Dopo aver scoperto che un arbitro che concede un rigore all’ultimo minuto “Ha un bidone dell’immondizia al posto del cuore” non possiamo non sottolineare che Mauro Vegni, direttore del Giro d’Italia, al posto del cuore abbia un bel prato di margherite e fiori di lillà.

Battute “buffoniane” a parte, Mauro Vegni nell’ultima tappa del Giro ha immediatamente accolto la richiesta del gruppo di neutralizzare praticamente tutta la frazione. In pratica, si è corso solo per la tappa, ma eventuali distacchi registrati non sarebbero stati validi per la classifica.

La conseguenza di tutto questo è stata che gli uomini di classifica si siano immediatamente rialzati facendo una vera e propria passerella. Una indegna passerella.

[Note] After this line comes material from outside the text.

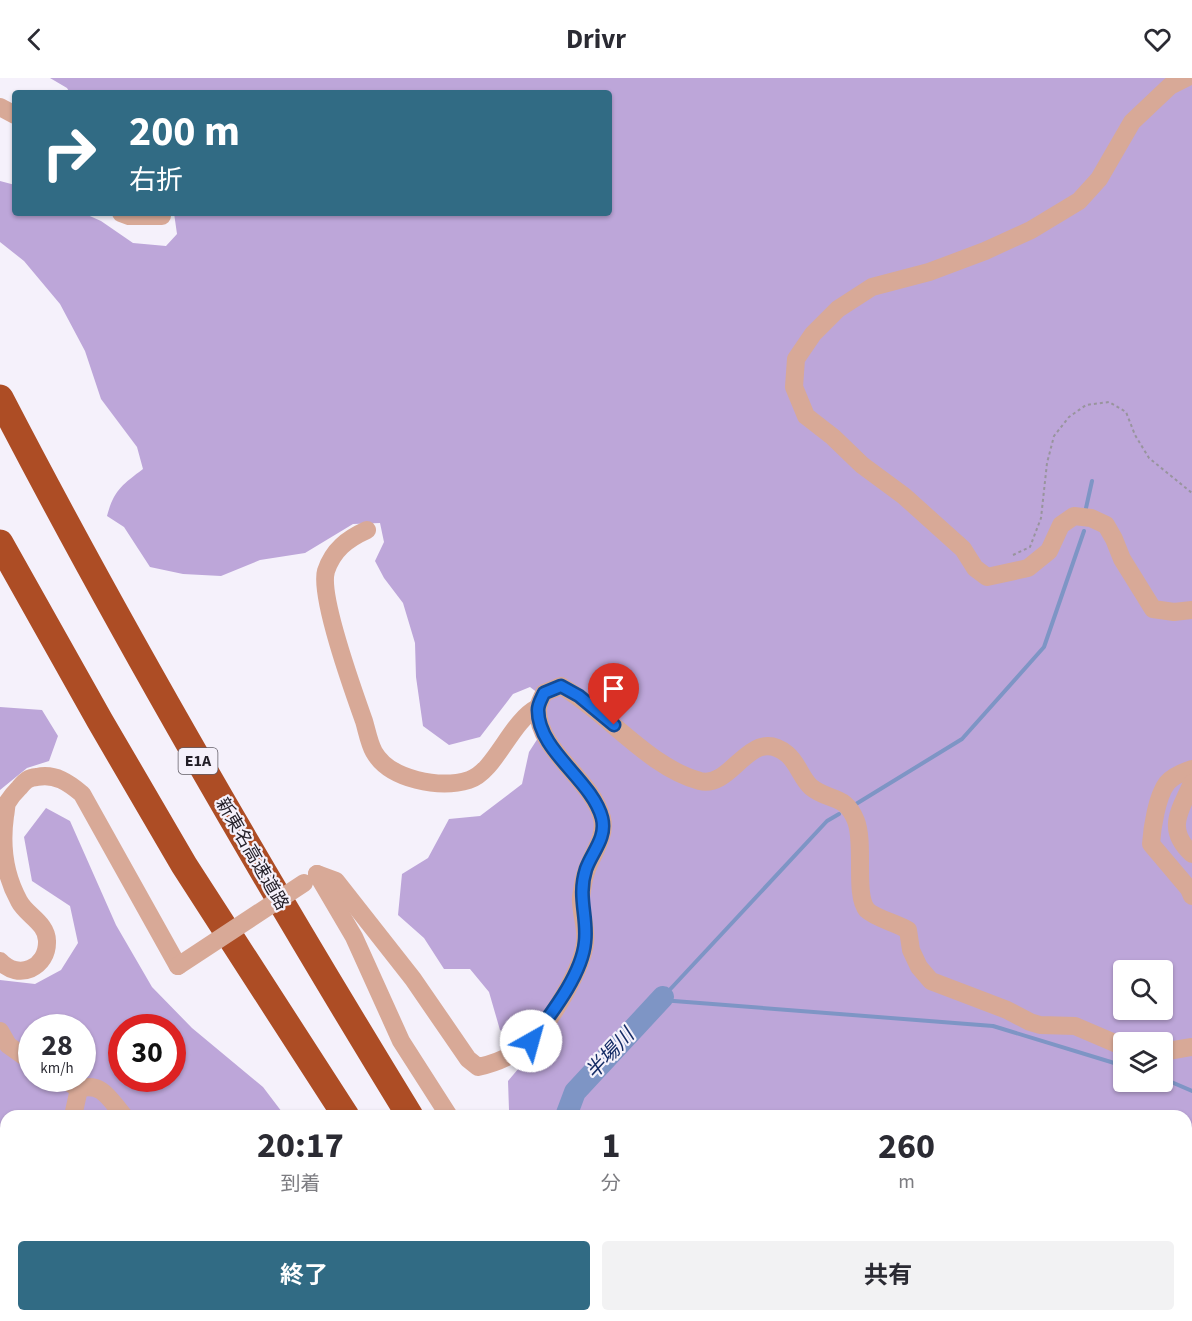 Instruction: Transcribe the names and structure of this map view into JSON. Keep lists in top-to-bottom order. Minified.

Si è subito detto che il problema era delle buche, poi Vegni ha smentito parlando di “corridori stremati”. Il tutto rende ancor più inspiegabile la decisione di Rcs.

Da spettatori diciamo che è una decisione senza logica. Tra l’avere una tappa con un po’ di pepe e potenzialmente in grado di cambiare la classifica ed una tappa anonima, Rcs ha scelto la tappa anonima.

E sia chiaro che considerarla tappa vera fino agli ultimi 3 chilometri (come da regolamento) non sarebbe stata una scelta da insensibili o che avrebbe messo a rischio la regolarità della corsa come qualcuno ha detto. Sarebbe stata la normalità.

Avremmo visto una corsa con i big nelle prime posizioni del gruppo per non farsi cogliere impreparati da cadute o rotture del gruppo. Certo, un po’ rischioso per loro, ma lo sport è questo.

In caso di caduta con Froome che perde il Giro qualche polemica ci sarebbe stata, questo è ovvio. La Sky avrebbe accusato Rcs, ma questo è lo sport. Tra una tappa spettacolare (con magari qualche polemica) e una tappa anonima con tutti contenti noi avremmo sempre scelto la prima ipotesi.

Un po’ come se un arbitro, per evitare di dare o non dare rigori all’ultimo minuto, facesse finire una partita 15 minuti prima.

Regolarità della corsa e spettacolo ? Chissinefrega quando puoi avere un prato di margherite e fiori di lillà.